Quinton Morris started the Key to Change studio to provide music instruction to underserved youth in Washington. Outreach has always been a priority for Rushen, who shares her time and talents with the Los Angeles Cultural Affairs Department, The National Academy of Recording Arts and Sciences’ GRAMMY in the Schools program and other organizations dedicated to music education and mentorship for inner-city youth.
A classically trained pianist who earned her degree at USC and later studied orchestration and conducting, Rushen wrote her first symphony, “Sinfonia,” in 1999 after decades of working with smaller ensembles.
“The piece was really a reaction to not having the full palette of orchestral instruments,” Rushen said. “I wanted to use every color.”
After she wrote the first movement to “Sinfonia,” she was literally boxing it up — “I had my cathartic moment and said, ‘OK, cool. It’s out of my system now.’” — when composer William Banfield called to chat and discovered what she’d written. He encouraged her to enter a reading competition with an orchestra, hosted by the American Composer’s Forum with members of St. Paul Chamber Orchestra. St. Paul and the Detroit Symphony chose her work to perform.
A Model for What’s Possible
Patrice Rushen has seemingly done it all. She signed with the Prestige record label at 17, Elektra at 23 and has recorded 13 solo albums. A three-time GRAMMY Award nominee in R&B and jazz, she has also enjoyed a long career as a film and television composer and as a record producer for the likes of Sheena Easton. She became the first woman to serve as head composer and musical director for the Emmy Awards, the NAACP Image Awards, the People’s Choice Awards and Comic Relief V. She later added the GRAMMYs to her musical direction resume.

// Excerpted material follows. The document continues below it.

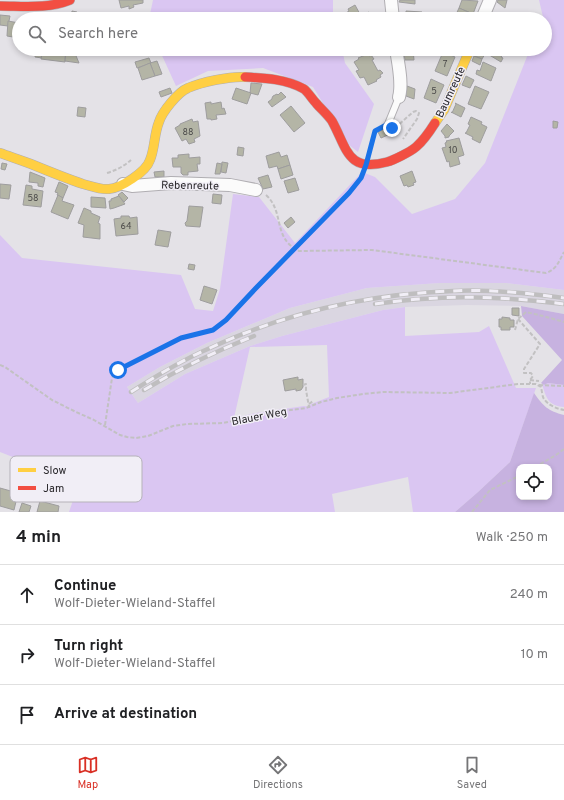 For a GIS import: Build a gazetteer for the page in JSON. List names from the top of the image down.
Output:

Indeed, there are far too many career accomplishments to list.
Given the depth and breadth of her work across genres and generations, Rushen is a model for the kind of multifaceted career USC Thornton students are encouraged to build.
“If I’m a model,” she said, “it’s a model for what’s possible.”
As a professor and mentor, Rushen educates and inspires her students to find their passion and purpose, to understand the “sometimes painfully slow and gradual” process (even for GRAMMY nominees) of building a career step by step and to embrace Thornton’s spirit of community.
“In the popular music program, we need to take care of each other, lift each other up and inspire one another,” Rushen said.
She believes Thornton and the popular music program have been able to encourage all of those things, while giving students opportunities and exposure to different techniques, ideas and musical styles. The school is unique in that every genre is represented and students can collaborate and build diverse networks.
“Having the kind of diverse interests and expertise within the faculty ranks at Thornton has allowed for a rare kind of communication,” said Rushen who, for example, has brought her symphonic work into composition classes for professors and students to analyze the orchestration techniques.
“That communication has brought a modern awareness to the table to enhance the music education of the 21st century,” Rushen said. “Music education requires a certain interdisciplinary consciousness and awareness of the intersection of all of the different kinds of music. And we’re doing it.”